True. A clarification how how much leeway the application developer has on these matters
would be something that might be in order for DOM Level 1 Errata.
> > > The physical representation of an XML document (as defined by XML 1.0)
> > > is not allowed to have characters like '/' and '@' in element and
> > > attribute name, but the DOM is not a physical representation; it is an
> > > API providing access to one view of a document's information set, and
> > > as such, it is not governed by the Name production in XML 1.0.
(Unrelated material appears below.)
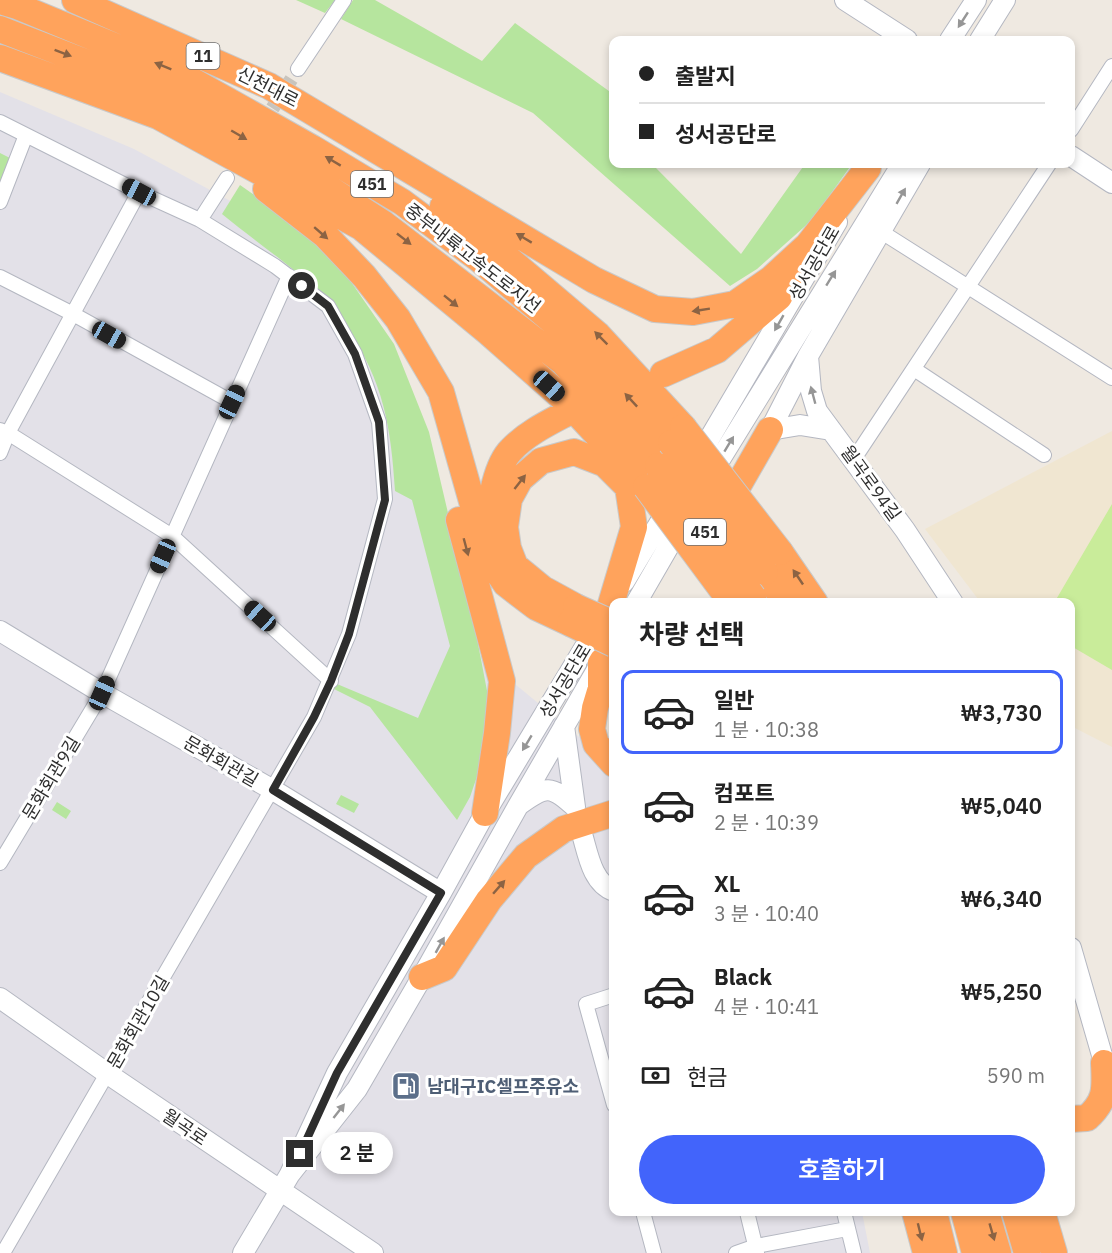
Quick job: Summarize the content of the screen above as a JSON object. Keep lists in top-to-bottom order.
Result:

> > This is one way of looking at it. But this is not clear and there
> > is no mechanism defined to tell an application whether the DOM is
> > using these illegal names or not. If you write the DOM Document
> > back out to XML, you are writing out illegal names because you
> > don't know if you are writing out prefixes + local part or
> > namespace + local part.
> You gotta check anyway -- what if someone's HTML DOM implementation
> were allowing names with illegal letters? Presumably, however, you
> have turned on namespace munging somewhere in your DOMBuilder (however
> that works), so you know what you're getting. Namespace munging
> should *never* take place by default for vanilla XML 1.0 processing
> (in Expat, for example, it is a user-configurable option, and for SAX
> 1.0, it is handled by third-party filters [which are surprisingly easy
> to write]).
Yah this is another issue which makes me think that splitting XML 1.0 and XML 1.0 with
"Namespaces in XML" into two separate data type entities would be a good thing for the XML
> > > The XML 1.0 spec does not even require processors to report element
> > > names, so in terms of conformance, anything goes kids.
> > How is anyone supposed to reliably build any sort of architecture
> > on XML if everything is this ambiguous.
> We're working on it, but you'd be surprised by what you can do even
> with partial specs. XML 1.0 defines the physical representation of a
> document as a string of characters; the DOM defines an API into
> structured information, such as XML and HTML documents. There is a WG
> right now working on the XML Information Set, which will provide some
> glue between the two -- I'll keep everyone posted.
This looks nice. I agree keep things as abstract as you can as long as you don't leave any
gaping holes that cause major side effects elsewhere.